The blockchain ledger exists just to enforce the contracts that emulate those money-like tokens. That is why the ledger was invented and the tokens named the project.
Money is bad and I’ve spent the past twenty-five years arguing against market capitalism. The tokens share all the drawbacks of money and add a whole bunch of new ones.
But let’s say for the sake of argument that either you actually like the token thing, and/or that you’ve found other valuable uses for the ledger, so we can get into where Bitcoin really messed up:
The ledger is built on a peer-to-peer network of nodes. If you’re an Xennial like me you’re thinking “that’s awesome! P2p is great!” with fond memories of things like BitTorrent. Hold your horses for three seconds because BitTorrent becomes better the more reciprocators are connected. That’s actually a problem that PeerTube is struggling with; that so many of the clients and federation approaches don’t connect to the WebTorrent part of it and just hotlink the upstream copy of the video, leaving the servers overloaded.
Bitcoin’s not like that. Bitcoin becomes worse the more people are connected. So much worse. It provides the same block rate and transaction speed whether the entire network ran off one dinky li’l pocket computer as it does now when it’s over 70000 nodes, but the more nodes that connect and “help”, the more energy the whole thing uses.
Because they’re not helping, they’re competing. Instead of just making the network more resilient or better, they are racing each other, distrusting each other. The pool that burns the most gets the most rewards.
I know that humanity has a long history of creating systems that reward and exacerbate greed and injustice but this one is a doozy.
Other proof-of-work schemes like the “hashcash” anti-spam proposal and the new “Anubis” website blockers are really bad and I hate them (it’s not fun when my dinky li’l e-reader hangs for five rapidly battery-draining minutes just because I wanna look up a Dominion game card. If you wanna put a penalty or payment for connecting I’m not stoked that that payment is going directly down the drain. It’s like putting a toll sign on a bridge saying “burn a dollar bill in front of the camera in order to pass the bridge”) but at least they have constant difficulty rates that are manually settable by admins. Bitcoin’s difficulty scale is managed by a computer (and increases automatically so that the block rate is constant) which has led to it increasing to 150 trillions times higher.

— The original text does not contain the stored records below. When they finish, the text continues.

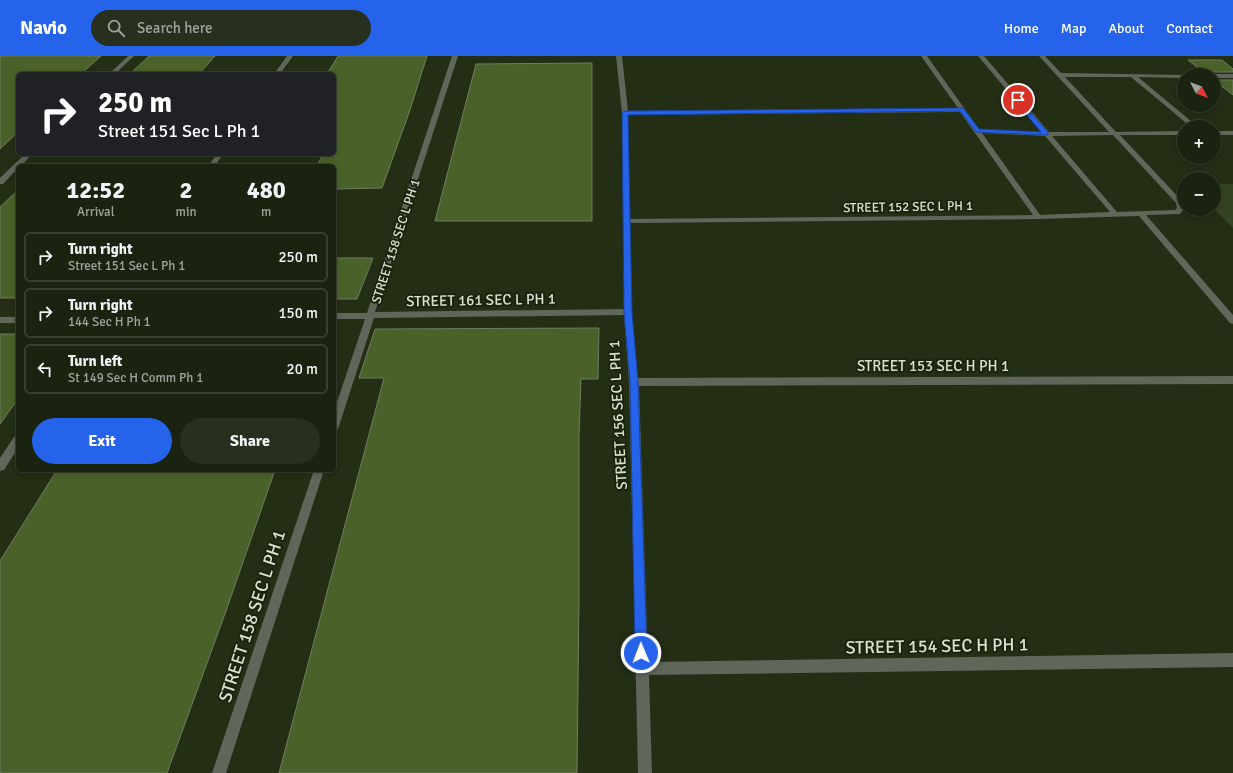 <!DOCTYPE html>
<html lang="en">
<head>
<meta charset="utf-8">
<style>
	body { margin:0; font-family:Signika,sans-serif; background:#272f1e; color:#f1f3f6; height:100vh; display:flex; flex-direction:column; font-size:15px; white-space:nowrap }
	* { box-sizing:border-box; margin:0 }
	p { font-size:13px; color:#9fa49f }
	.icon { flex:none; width:22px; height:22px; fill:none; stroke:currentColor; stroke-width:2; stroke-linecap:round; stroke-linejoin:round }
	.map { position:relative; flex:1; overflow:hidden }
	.sheet { position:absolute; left:16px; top:108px; width:320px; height:308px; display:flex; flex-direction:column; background:#1a2210; border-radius:6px; box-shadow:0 2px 6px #0003,0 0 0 1px #383f30 }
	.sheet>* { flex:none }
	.top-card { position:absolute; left:16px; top:16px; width:320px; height:84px; border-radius:6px; box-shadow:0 2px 6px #0003,0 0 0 1px #383f30; background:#202124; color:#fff; overflow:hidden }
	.needle { width:26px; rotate:131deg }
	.fabs { position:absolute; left:1177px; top:12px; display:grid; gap:8px }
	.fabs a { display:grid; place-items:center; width:44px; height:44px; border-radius:50%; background:#1a2210; box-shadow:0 2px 6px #0003,0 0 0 1px #383f30; font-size:20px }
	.pin { position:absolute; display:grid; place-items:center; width:34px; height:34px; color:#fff; margin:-17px; border:2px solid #fff; border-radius:50%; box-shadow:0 1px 4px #0007 }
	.me { position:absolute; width:44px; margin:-22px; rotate:359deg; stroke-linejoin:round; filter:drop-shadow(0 0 3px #0008) }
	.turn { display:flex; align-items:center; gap:14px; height:84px; padding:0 16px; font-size:18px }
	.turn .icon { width:52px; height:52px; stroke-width:2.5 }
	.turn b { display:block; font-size:28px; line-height:34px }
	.eta { display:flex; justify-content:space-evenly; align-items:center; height:68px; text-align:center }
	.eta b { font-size:24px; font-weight:800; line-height:28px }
	.cta { display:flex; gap:8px; margin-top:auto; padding:8px 16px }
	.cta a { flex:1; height:46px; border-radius:24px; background:#2563eb; color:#fff; font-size:16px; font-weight:800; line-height:46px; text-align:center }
	.cta a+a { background:#272f1e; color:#f1f3f6 }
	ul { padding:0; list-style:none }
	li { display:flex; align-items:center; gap:12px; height:50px; margin:0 8px 6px; padding:0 8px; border:2px solid #383f30; border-radius:6px }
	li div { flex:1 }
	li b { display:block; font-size:15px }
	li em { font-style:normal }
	header { display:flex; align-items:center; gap:24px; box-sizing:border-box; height:56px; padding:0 20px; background:#2563eb; color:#fff }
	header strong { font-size:19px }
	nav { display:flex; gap:22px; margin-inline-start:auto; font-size:14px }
	.search { width:280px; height:36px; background:#272f1e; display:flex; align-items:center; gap:10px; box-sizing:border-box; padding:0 14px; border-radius:22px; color:#9fa49f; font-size:15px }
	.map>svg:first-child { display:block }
</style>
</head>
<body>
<header>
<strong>Navio</strong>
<div class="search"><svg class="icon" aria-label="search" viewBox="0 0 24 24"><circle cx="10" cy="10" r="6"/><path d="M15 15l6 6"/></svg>Search here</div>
<nav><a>Home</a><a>Map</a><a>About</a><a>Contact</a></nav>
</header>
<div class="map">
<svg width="1233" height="717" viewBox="0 0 1233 717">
	<rect width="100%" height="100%" fill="#232e15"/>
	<!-- green -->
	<path fill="#344321" d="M1214 128H1233V172L1214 153Z"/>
	<!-- building -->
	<path fill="#4a6229" stroke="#6f7d61" d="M0 0H101L81 18H18V76L0 93Z
		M149 0H215L199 18H130Z
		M338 0H427L410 54 382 132 334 133V110H317L323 98H334V18H327Z
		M1188 4H1222L1233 13V16H1214L1211 19H1207Z
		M592 7V165H435L476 8Z
		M1214 24H1233V39Z
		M18 134V242H0V151Z
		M334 202H373L357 243H334Z
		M599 272 598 323H581L579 380V543L577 717H279L384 322H359L375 273Z
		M0 278H18V343L0 368Z
		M57 414H275L226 555 167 717H0V505Z"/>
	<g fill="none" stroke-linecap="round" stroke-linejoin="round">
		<!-- street -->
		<path fill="#60665a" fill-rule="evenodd" d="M128 0H134L115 18H109Z
			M287 0H293L280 18H274Z
			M452 0H458L375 256 624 253 622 57 616 0H622L628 55 958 52 921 0H927L979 73 1042 76 978 0H984L1049 76H1109L1039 0H1045L1061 17 1186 19H1184V22L1138 21 1198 71H1191L1131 21H1065L1116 76 1184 75V79H1120L1183 146 1184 153 1180 158 1146 159 1233 259V268L1230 267 1139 160 1038 163 630 167 632 256 638 322 1233 320V328L639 330 648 606 1233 597V611L649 619 652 717H638L629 326 624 259 374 262 339 370 338 373 334 374V355L365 263H334V257H367ZM960 56 1033 159 630 163 628 59ZM982 77 1045 80 1110 156 1040 159ZM1113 79 1176 147 1177 152 1175 154 1117 156 1052 80Z
			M1214 18H1233V22H1214V19H1212Z
			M1214 75H1233V79H1214Z
			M25 98H32L21 110H18V112L3 128H0V122Z
			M217 98H223L215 110H208Z
			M0 261H18V267H0Z
			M18 380V392L4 414 0 415V402L14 381Z
			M314 414H324L226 717H212Z"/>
	</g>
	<!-- route -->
	<path fill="#2563eb" stroke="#184099" d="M1018 43 1048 76V79L976 76 960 55 628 59 632 256 638 326 647 597 645 601 641 602 637 601 635 597 630 326 624 256 622 57 625 55 961 52H963L979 73 1041 76 1016 46 1015 44Z"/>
	<g text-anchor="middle" stroke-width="4" stroke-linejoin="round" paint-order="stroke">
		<!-- far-street labels -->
		<g font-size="13" fill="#d9e0d1" stroke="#1a240c">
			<text transform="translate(908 150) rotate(-1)" y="5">STREET 152 SEC L PH 1</text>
			<text transform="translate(395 185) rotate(-72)" y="5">STREET 158 SEC L PH 1</text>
		</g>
		<!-- street labels -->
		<g font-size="15" fill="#d9e0d1" stroke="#1a240c">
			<text transform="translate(481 244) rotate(-1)" y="5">STREET 161 SEC L PH 1</text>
			<text x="933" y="315">STREET 153 SEC H PH 1</text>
			<text transform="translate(618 359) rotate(-93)" y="5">STREET 156 SEC L PH 1</text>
		</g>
		<!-- near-street labels -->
		<g font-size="18" fill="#d9e0d1" stroke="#1a240c">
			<text transform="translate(252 560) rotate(-72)" y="6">STREET 158 SEC L PH 1</text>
			<text transform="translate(937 590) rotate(-1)" y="6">STREET 154 SEC H PH 1</text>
		</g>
	</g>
</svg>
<div class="fabs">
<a><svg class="needle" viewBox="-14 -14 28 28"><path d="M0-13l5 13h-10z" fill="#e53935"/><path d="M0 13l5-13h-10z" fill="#9fa49f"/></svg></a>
<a>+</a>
<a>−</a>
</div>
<div class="pin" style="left:1018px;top:44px;background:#d93025"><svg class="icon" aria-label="arrive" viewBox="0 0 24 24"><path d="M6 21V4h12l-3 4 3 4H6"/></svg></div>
<svg class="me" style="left:641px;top:597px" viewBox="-20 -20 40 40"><circle r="17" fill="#2563eb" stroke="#fff" stroke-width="3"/><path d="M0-11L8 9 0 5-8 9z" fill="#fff"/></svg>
<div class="top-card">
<div class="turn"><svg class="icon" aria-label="right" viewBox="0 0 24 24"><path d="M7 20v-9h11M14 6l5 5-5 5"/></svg><div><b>250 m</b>Street 151 Sec L Ph 1</div></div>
</div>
<section class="sheet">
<div class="eta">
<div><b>12:52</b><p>Arrival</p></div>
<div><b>2</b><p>min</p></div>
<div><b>480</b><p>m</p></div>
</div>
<ul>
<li><svg class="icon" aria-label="right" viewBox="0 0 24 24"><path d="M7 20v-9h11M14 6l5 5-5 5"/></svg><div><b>Turn right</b><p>Street 151 Sec L Ph 1</p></div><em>250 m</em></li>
<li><svg class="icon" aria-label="right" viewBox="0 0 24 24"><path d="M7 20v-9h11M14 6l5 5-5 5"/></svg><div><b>Turn right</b><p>144 Sec H Ph 1</p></div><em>150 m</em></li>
<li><svg class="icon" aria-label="left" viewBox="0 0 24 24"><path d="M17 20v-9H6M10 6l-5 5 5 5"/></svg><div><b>Turn left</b><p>St 149 Sec H Comm Ph 1</p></div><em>20 m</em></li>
</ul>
<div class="cta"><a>Exit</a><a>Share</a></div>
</section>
</div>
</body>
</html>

“It’s not waste, it’s worth it because of the benef—” It is waste. It’s a penalty for participating. It’s a deliberate deterrent as an attempt to mitigate the “Sybil” attack (the risk of someone starting a bunch of extra nodes to overwhelm the network in order to falsify transactions). So in the infinite unwisdom of Bitcoin’s founders, they put in both a deterrent for participating (the recklessly limitlessly scaling “proof-of-work” hashing) and a reward for participating (the “mining” rewards that will be gradually metered out for over a hundred years, if there’s still a civilization then).

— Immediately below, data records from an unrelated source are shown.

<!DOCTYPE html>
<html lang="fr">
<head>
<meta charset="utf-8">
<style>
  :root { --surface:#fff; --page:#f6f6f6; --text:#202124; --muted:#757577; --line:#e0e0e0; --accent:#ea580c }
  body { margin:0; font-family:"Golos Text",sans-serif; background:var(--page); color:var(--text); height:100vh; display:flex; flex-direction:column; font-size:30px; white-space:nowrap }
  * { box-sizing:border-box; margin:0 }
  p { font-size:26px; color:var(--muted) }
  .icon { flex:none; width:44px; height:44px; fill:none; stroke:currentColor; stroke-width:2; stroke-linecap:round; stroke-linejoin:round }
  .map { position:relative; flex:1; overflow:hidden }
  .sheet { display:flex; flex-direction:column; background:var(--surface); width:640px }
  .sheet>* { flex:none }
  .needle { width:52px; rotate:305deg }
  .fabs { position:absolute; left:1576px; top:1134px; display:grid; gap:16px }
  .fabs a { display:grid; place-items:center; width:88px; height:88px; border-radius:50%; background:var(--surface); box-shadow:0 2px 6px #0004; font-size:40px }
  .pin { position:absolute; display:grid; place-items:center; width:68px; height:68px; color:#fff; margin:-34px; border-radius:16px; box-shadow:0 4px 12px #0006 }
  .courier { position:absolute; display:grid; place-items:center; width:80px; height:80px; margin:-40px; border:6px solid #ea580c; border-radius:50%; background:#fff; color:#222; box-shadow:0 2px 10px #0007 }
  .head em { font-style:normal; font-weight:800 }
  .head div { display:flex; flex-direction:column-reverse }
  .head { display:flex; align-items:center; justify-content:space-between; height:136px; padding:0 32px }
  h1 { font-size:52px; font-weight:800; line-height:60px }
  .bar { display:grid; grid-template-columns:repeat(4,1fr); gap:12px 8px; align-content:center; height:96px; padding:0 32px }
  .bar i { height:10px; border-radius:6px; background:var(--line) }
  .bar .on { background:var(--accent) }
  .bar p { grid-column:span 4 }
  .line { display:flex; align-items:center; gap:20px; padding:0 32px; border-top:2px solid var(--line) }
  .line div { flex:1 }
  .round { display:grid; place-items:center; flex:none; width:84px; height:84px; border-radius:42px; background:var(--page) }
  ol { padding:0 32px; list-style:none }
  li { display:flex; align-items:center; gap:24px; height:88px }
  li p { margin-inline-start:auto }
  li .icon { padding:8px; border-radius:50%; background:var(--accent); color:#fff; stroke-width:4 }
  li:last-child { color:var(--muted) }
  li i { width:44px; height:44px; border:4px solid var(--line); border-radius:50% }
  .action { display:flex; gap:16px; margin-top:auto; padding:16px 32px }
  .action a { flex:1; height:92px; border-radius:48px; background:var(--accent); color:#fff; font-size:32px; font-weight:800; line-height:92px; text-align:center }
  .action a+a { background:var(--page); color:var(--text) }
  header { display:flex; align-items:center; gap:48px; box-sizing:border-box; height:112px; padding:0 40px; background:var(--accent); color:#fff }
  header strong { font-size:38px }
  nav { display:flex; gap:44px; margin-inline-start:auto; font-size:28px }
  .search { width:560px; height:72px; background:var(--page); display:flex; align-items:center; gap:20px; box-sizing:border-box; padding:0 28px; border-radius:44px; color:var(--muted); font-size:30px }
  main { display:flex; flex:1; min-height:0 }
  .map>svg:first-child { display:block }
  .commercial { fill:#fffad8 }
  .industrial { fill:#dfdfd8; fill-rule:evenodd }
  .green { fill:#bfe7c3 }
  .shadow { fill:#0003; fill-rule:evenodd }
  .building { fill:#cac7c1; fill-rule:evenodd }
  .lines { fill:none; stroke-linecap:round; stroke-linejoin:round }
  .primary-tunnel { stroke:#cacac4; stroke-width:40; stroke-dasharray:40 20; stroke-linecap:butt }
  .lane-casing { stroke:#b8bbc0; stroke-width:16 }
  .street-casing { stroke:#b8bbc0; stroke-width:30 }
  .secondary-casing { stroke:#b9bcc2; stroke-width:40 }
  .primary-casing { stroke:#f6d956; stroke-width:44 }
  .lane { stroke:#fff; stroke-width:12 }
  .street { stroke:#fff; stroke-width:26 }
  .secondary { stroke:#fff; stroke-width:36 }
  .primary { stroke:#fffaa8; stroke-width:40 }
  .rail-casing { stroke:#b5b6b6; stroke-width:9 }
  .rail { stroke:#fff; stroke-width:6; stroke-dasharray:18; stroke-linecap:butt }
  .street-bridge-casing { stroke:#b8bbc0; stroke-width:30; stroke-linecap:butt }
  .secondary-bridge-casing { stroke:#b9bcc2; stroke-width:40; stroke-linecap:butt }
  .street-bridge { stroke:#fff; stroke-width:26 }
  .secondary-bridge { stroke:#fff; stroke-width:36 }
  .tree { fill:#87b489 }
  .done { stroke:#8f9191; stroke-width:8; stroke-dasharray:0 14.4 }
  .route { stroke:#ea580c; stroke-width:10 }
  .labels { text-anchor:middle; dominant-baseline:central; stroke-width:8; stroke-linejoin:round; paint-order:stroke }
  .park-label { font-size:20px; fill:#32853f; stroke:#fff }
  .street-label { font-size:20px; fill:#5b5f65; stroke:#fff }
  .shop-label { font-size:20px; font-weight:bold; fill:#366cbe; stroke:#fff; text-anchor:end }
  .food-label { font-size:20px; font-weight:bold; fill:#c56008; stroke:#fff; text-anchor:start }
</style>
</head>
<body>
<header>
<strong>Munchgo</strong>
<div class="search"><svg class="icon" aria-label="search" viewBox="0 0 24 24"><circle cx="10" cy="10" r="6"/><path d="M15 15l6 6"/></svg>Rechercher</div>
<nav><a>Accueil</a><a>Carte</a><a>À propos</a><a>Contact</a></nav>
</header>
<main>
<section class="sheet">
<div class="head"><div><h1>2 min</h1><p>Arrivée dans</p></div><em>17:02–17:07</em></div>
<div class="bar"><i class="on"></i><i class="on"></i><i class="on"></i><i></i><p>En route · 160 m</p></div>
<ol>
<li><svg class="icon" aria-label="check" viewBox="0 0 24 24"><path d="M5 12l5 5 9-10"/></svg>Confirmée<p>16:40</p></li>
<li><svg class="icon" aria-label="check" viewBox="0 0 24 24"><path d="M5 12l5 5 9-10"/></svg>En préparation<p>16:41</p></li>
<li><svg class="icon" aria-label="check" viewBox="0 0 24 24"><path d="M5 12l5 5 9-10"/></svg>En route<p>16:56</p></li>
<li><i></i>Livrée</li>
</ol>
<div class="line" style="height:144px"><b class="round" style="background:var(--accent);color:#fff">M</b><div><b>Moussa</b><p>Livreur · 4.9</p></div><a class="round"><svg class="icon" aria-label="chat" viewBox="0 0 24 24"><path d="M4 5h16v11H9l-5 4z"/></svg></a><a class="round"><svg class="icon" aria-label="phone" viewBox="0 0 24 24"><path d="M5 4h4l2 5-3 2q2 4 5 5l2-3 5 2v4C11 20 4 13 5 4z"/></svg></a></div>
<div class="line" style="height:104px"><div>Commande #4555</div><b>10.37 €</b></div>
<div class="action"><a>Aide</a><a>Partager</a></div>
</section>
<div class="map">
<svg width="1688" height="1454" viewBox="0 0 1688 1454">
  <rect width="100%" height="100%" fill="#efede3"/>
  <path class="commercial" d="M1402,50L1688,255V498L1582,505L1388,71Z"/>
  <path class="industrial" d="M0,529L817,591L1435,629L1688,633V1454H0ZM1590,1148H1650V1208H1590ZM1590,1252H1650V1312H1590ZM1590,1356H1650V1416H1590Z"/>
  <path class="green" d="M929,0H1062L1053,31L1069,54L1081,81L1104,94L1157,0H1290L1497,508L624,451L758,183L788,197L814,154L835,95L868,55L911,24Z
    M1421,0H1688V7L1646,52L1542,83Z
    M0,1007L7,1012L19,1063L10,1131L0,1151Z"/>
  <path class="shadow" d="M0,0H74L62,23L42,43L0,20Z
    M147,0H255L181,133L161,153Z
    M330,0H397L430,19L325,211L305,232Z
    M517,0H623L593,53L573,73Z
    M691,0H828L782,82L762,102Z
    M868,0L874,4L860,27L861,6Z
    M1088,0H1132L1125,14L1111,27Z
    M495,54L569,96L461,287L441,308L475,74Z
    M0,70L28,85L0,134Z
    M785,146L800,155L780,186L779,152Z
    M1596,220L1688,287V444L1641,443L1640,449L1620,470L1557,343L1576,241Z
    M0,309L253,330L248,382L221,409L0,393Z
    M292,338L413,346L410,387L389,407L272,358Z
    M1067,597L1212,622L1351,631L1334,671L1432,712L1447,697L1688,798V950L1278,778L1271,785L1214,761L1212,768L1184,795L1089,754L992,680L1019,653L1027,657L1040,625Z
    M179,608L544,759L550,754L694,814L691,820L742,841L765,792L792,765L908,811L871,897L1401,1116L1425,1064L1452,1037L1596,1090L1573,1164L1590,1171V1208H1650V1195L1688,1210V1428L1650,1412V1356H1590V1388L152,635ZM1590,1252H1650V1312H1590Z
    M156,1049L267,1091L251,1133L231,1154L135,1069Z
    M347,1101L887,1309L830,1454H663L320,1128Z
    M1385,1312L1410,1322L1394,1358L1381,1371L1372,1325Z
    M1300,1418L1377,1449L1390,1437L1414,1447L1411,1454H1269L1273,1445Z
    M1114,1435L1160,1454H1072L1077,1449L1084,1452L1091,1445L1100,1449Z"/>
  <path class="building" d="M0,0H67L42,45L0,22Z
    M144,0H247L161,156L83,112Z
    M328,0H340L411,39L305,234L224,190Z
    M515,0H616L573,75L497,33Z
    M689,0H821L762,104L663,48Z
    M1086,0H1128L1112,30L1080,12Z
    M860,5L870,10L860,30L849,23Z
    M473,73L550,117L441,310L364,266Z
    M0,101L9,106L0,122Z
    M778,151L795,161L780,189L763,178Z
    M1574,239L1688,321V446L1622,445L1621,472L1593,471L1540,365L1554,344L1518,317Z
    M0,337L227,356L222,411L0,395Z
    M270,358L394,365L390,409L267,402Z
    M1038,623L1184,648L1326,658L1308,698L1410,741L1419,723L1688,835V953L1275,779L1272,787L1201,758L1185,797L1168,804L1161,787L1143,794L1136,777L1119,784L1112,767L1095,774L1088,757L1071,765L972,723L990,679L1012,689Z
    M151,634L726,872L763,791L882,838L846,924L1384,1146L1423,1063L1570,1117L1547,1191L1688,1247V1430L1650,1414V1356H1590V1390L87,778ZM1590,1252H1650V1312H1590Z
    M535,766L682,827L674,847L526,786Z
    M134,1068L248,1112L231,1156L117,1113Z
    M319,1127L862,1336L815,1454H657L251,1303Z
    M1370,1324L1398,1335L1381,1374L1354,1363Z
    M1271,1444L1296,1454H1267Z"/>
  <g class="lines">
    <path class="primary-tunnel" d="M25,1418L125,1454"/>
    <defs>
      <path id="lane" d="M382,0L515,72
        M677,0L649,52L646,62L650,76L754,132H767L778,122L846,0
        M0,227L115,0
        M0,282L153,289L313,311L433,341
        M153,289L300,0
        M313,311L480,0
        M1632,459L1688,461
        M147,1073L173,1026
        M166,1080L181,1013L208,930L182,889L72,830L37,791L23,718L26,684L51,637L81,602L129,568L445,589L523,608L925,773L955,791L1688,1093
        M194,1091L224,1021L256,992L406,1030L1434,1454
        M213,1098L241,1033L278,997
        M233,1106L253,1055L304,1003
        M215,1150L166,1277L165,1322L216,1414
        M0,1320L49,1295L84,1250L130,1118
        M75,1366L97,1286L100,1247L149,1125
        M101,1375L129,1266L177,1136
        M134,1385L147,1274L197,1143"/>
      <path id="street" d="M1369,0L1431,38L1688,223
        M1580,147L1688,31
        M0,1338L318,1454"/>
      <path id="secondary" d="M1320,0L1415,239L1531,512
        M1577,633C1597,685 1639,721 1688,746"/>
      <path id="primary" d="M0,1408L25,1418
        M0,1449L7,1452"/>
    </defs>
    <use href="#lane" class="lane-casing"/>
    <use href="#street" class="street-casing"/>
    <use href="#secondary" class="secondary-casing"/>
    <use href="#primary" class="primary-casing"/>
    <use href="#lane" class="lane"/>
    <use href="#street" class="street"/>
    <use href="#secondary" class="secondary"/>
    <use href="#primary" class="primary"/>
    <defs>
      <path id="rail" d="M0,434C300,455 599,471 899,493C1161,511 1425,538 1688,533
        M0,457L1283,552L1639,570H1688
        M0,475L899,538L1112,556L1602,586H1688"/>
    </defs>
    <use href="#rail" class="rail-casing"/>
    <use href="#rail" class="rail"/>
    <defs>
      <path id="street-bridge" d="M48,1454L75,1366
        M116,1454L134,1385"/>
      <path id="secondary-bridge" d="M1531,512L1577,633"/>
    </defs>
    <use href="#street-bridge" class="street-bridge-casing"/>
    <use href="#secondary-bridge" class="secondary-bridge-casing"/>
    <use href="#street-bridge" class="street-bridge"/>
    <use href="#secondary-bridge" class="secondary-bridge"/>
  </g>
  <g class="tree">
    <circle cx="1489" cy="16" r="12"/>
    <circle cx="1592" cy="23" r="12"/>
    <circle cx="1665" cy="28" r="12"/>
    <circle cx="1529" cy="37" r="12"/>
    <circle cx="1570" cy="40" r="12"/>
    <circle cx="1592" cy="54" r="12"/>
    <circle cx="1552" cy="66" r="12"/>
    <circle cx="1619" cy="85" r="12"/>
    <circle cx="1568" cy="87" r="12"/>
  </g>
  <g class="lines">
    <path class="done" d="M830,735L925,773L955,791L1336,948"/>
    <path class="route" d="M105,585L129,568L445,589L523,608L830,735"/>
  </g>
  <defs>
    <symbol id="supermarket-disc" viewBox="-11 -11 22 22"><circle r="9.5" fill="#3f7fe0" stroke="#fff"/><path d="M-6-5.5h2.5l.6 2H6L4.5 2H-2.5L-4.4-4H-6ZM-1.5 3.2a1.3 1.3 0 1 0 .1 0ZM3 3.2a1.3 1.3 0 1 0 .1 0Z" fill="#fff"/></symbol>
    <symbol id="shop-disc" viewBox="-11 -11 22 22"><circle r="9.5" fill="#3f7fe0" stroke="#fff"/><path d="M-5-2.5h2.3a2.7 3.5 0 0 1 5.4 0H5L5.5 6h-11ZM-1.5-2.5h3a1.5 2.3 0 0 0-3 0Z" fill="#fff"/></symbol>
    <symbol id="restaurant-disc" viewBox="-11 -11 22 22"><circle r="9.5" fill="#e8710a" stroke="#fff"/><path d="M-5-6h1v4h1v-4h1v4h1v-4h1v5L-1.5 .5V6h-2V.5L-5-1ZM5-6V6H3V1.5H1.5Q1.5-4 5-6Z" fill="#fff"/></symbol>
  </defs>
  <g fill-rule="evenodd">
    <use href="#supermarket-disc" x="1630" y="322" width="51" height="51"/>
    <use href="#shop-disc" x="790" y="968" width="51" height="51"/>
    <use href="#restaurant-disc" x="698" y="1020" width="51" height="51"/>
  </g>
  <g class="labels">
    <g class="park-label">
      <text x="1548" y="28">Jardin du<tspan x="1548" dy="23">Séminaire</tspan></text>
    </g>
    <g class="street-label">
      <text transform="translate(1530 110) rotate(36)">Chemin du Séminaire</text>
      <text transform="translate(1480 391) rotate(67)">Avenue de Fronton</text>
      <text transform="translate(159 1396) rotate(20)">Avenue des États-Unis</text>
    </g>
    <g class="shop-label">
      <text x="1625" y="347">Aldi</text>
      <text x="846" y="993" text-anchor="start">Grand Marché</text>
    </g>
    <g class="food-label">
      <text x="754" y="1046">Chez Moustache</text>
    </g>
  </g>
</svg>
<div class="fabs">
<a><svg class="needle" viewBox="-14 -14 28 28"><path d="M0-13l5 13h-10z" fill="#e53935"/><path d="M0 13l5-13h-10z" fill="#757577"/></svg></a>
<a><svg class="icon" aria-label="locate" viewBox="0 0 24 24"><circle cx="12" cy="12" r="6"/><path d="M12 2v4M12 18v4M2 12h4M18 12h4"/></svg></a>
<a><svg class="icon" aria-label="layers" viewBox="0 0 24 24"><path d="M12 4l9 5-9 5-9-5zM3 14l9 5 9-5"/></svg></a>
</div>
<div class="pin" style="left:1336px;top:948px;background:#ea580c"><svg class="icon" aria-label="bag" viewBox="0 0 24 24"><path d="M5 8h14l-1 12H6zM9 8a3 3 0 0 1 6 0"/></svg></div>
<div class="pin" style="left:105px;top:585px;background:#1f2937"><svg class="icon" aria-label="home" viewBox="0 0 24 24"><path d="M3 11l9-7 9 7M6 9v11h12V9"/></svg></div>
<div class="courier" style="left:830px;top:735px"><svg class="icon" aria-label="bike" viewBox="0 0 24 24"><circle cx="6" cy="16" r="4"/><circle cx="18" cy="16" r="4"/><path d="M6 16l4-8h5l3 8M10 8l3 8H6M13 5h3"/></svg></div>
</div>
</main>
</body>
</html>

So in our “burn a dollar on camera in order to pass the bridge example from earlier, it’s like if on the other side of that dollar-burning-bridge there’s a two-dollar-payout. So lots of money burnery in order to make money. Destructivity that the clumsy invisible hand of the market can’t distinguish from productivity so it runs amok. Instead of creating good and useful products or services it’s pure destruction (repeating myself a bit but the purported “benefits” aren’t increased).
Except it’s even worse than the dollar-burning-bridge for two reasons. First is that instead of one dollar vs two dollars, it’s about 70 k on either side of the equation (margins are pretty tight—that’s how economics work) so it’s a rich man’s game, and the second reason is that dollar burning was an environmental disaster. It’s as if it was a poison dollar that killed birds and even humans as it burned because energy externalities is an unsolved and urgent problem.
“But (setting aside that almost half of it is dirty energy), when we use renewables, it’s making use of extra energy during peak hou—” It’d actually be less bad if that extra energy from solar and wind were wasted than it going into Bitcoin’s ASIC e-waste poison mill because you’re not helping by mining. You’re only increasing the difficulty scale for those dirty coal-fueled Bitcoin miners out there.
Bitcoin is a runaway train, a headless constrictor, a gray goo apocalypse, and it’s incredibly difficult to fight. Some approaches to stop it involve regulating energy externalities (which we need to do anyway in order to stop climate change) or tanking the value of BTC by making it harder to interface it with other goods and currencies.